DATA LISTING —

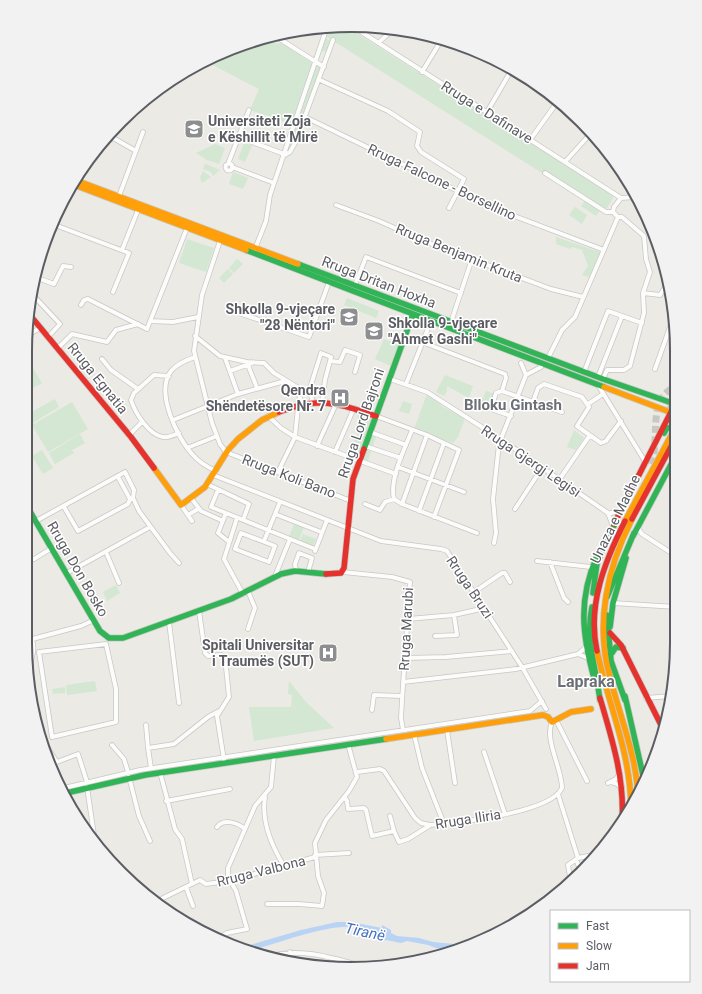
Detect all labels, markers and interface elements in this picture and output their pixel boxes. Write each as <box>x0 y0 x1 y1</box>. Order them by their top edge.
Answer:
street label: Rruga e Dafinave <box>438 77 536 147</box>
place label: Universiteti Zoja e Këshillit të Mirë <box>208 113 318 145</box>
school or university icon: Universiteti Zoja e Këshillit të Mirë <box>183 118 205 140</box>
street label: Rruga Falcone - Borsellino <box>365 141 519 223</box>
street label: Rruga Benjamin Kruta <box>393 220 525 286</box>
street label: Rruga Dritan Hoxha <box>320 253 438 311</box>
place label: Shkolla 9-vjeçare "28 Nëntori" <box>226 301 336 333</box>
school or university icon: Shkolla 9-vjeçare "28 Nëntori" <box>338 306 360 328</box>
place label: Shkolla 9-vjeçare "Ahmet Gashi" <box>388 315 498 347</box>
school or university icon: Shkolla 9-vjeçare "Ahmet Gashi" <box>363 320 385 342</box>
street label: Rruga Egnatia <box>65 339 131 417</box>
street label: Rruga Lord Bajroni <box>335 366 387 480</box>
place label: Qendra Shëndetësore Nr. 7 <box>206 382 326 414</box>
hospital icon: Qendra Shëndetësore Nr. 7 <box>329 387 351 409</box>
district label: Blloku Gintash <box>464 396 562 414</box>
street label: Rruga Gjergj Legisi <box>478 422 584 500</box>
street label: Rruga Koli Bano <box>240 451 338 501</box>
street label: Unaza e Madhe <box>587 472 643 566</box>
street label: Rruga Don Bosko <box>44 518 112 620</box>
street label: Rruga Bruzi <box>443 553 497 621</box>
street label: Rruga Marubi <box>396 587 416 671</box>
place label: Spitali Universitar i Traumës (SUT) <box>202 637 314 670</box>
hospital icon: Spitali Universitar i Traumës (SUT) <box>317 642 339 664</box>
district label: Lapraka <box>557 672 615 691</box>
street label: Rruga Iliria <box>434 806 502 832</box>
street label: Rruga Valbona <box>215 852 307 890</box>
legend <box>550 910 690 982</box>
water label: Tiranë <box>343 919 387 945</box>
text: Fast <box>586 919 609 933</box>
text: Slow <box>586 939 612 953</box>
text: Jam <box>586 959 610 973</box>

...

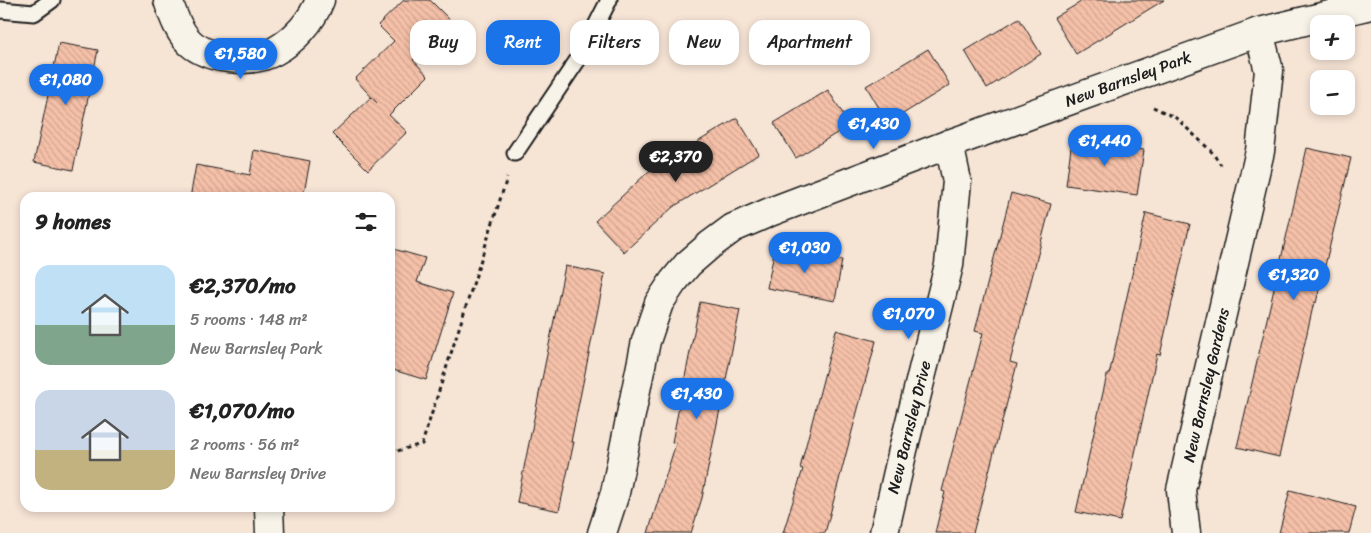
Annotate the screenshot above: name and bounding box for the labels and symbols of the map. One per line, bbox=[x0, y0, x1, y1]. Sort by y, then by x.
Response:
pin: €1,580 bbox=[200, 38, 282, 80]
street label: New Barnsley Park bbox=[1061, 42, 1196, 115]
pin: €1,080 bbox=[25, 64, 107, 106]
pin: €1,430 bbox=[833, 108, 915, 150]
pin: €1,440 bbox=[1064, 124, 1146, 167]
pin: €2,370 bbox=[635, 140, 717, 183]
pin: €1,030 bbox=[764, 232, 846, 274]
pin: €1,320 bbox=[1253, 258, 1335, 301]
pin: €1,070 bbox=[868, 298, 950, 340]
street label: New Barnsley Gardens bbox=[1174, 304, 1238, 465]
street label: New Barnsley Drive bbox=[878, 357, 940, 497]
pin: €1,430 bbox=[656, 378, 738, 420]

WHAT TO PRODUCE — Nothing but a number should be given: the count of lines in the entries that contain the word "labels".

ANSWER SPACE — 2